Agent module

baconian.core.agent

class baconian.core.agent.Agent(name, env: (<class 'baconian.core.core.Env'>, <class 'baconian.envs.env_wrapper.Wrapper'>), algo: baconian.algo.algo.Algo, env_spec: baconian.core.core.EnvSpec, sampler: baconian.common.sampler.sampler.Sampler = None, noise_adder: baconian.common.noise.AgentActionNoiseWrapper = None, reset_noise_every_terminal_state=False, reset_state_every_sample=False, exploration_strategy: baconian.algo.misc.epsilon_greedy.ExplorationStrategy = None, algo_saving_scheduler: baconian.common.schedules.EventScheduler = None)
INIT_STATUS = 'CREATED'
STATUS_LIST = ('CREATED', 'INITED', 'TRAIN', 'TEST')
__init__(name, env: (<class 'baconian.core.core.Env'>, <class 'baconian.envs.env_wrapper.Wrapper'>), algo: baconian.algo.algo.Algo, env_spec: baconian.core.core.EnvSpec, sampler: baconian.common.sampler.sampler.Sampler = None, noise_adder: baconian.common.noise.AgentActionNoiseWrapper = None, reset_noise_every_terminal_state=False, reset_state_every_sample=False, exploration_strategy: baconian.algo.misc.epsilon_greedy.ExplorationStrategy = None, algo_saving_scheduler: baconian.common.schedules.EventScheduler = None)
Parameters:
  • name (str) – the name of the agent instance
  • env (Env) – environment that interacts with agent
  • algo (Algo) – algorithm of the agent
  • env_spec (EnvSpec) – environment specifications: action apace and environment space
  • sampler (Sampler) – sampler
  • reset_noise_every_terminal_state (bool) – reset the noise every sampled trajectory
  • reset_state_every_sample (bool) – reset the state everytime perofrm the sample/rollout
  • noise_adder (AgentActionNoiseWrapper) – add action noise for exploration in action space
  • exploration_strategy (ExplorationStrategy) – exploration strategy in action space
  • algo_saving_scheduler (EventSchedule) – control the schedule the varying parameters in training process
init()

Initialize the algorithm, and set status to ‘INITED’.

is_testing

Check whether the agent is testing. Return a boolean value.

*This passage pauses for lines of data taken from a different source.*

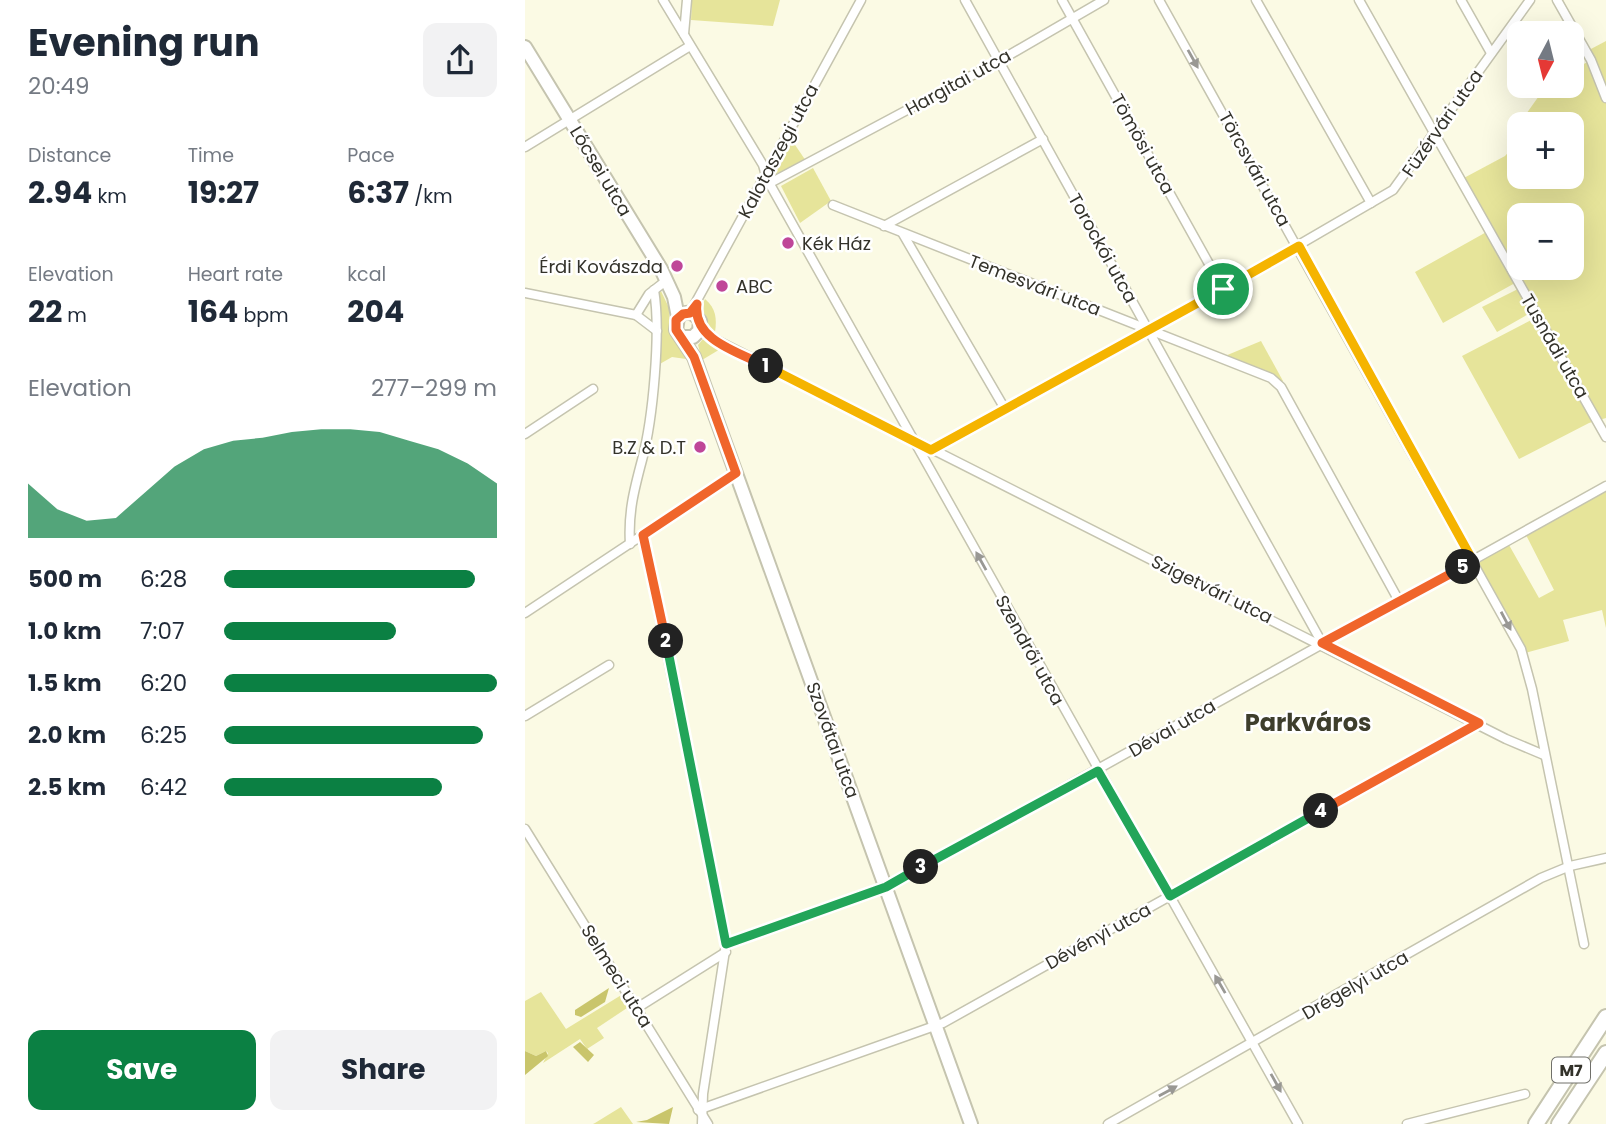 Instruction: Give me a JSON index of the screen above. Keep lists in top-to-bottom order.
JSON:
{
  "streets": {
    "highway": ["M7"],
    "street": [
      "Hargitai utca",
      "Füzérvári utca",
      "Tömösi utca",
      "Kalotaszegi utca",
      "Törcsvári utca",
      "Lőcsei utca",
      "Torockói utca",
      "Temesvári utca",
      "Tusnádi utca",
      "Szigetvári utca",
      "Szendrői utca",
      "Dévai utca",
      "Szovátai utca",
      "Dévényi utca",
      "Selmeci utca",
      "Drégelyi utca"
    ]
  },
  "crossings": [
    ["Hargitai utca", "Tömösi utca"],
    ["Hargitai utca", "Torockói utca"],
    ["Hargitai utca", "Szendrői utca"],
    ["Füzérvári utca", "Tömösi utca"],
    ["Füzérvári utca", "Törcsvári utca"],
    ["Füzérvári utca", "Torockói utca"],
    ["Füzérvári utca", "Temesvári utca"],
    ["Füzérvári utca", "Tusnádi utca"],
    ["Füzérvári utca", "Szigetvári utca"],
    ["Kalotaszegi utca", "Lőcsei utca"],
    ["Kalotaszegi utca", "Szendrői utca"],
    ["Törcsvári utca", "Szigetvári utca"],
    ["Törcsvári utca", "Dévai utca"],
    ["Torockói utca", "Temesvári utca"],
    ["Torockói utca", "Szigetvári utca"],
    ["Torockói utca", "Dévai utca"],
    ["Temesvári utca", "Dévai utca"],
    ["Szigetvári utca", "Szendrői utca"],
    ["Szigetvári utca", "Dévai utca"],
    ["Szigetvári utca", "Szovátai utca"],
    ["Szigetvári utca", "Dévényi utca"],
    ["Szendrői utca", "Dévai utca"],
    ["Szendrői utca", "Dévényi utca"],
    ["Szendrői utca", "Drégelyi utca"],
    ["Dévai utca", "Szovátai utca"],
    ["Dévai utca", "Selmeci utca"],
    ["Szovátai utca", "Dévényi utca"],
    ["Dévényi utca", "Selmeci utca"]
  ],
  "one_way": ["Törcsvári utca"],
  "districts": ["Parkváros"],
  "places": [
    "Kék Ház",
    "Érdi Kovászda",
    "ABC",
    "B.Z & D.T"
  ],
  "north": "bottom",
  "page": {
    "heading": ["Evening run", "20:49"],
    "map_buttons": ["+", "−"],
    "stats": [
      ["Distance", "2.94 km"],
      ["Time", "19:27"],
      ["Pace", "6:37 /km"],
      ["Elevation", "22 m"],
      ["Heart rate", "164 bpm"],
      ["kcal", "204"]
    ],
    "pins": [
      "1",
      "5",
      "2",
      "4",
      "3"
    ],
    "chart": ["Elevation", "277–299 m"],
    "list": [
      {
        "name": "500 m",
        "note": "6:28"
      },
      {
        "name": "1.0 km",
        "note": "7:07"
      },
      {
        "name": "1.5 km",
        "note": "6:20"
      },
      {
        "name": "2.0 km",
        "note": "6:25"
      },
      {
        "name": "2.5 km",
        "note": "6:42"
      }
    ],
    "buttons": ["Save", "Share"]
  }
}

Returns:true if the agent is testing
Return type:bool
is_training

Check whether the agent is training. Return a boolean value.

Returns:true if the agent is training
Return type:bool
predict(**kwargs)

predict the action given the state

Parameters:kwargs – rest parameters, include key: obs
Returns:predicted action
Return type:numpy ndarray
required_key_dict = {}
reset_on_terminal_state()
sample(env, sample_count: int, in_which_status: str = 'TRAIN', store_flag=False, sample_type: str = 'transition') -> (<class 'baconian.common.sampler.sample_data.TransitionData'>, <class 'baconian.common.sampler.sample_data.TrajectoryData'>)

sample a certain number of data from environment

Parameters:
  • env – environment to sample
  • sample_count – int, sample count
  • in_which_status – string, environment status
  • store_flag – to store environment samples or not, default False
  • sample_type – the type of sample, ‘transition’ by default
Returns:

sample data from environment

Return type:

some subclass of SampleData: TrajectoryData or TransitionData

store_samples(samples: baconian.common.sampler.sample_data.SampleData)

store the samples into memory/replay buffer if the algorithm that agent hold need to do so, like DQN, DDPG

Parameters:samples (SampleData) – sample data of the experiment
test(sample_count) → baconian.common.sampler.sample_data.SampleData

test the agent

Parameters:sample_count (int) – how many trajectories used to evaluate the agent’s performance
Returns:SampleData object.
train(*args, **kwargs)

train the agent

Returns:True for successfully train the agent, false if memory buffer did not have enough data.
Return type:bool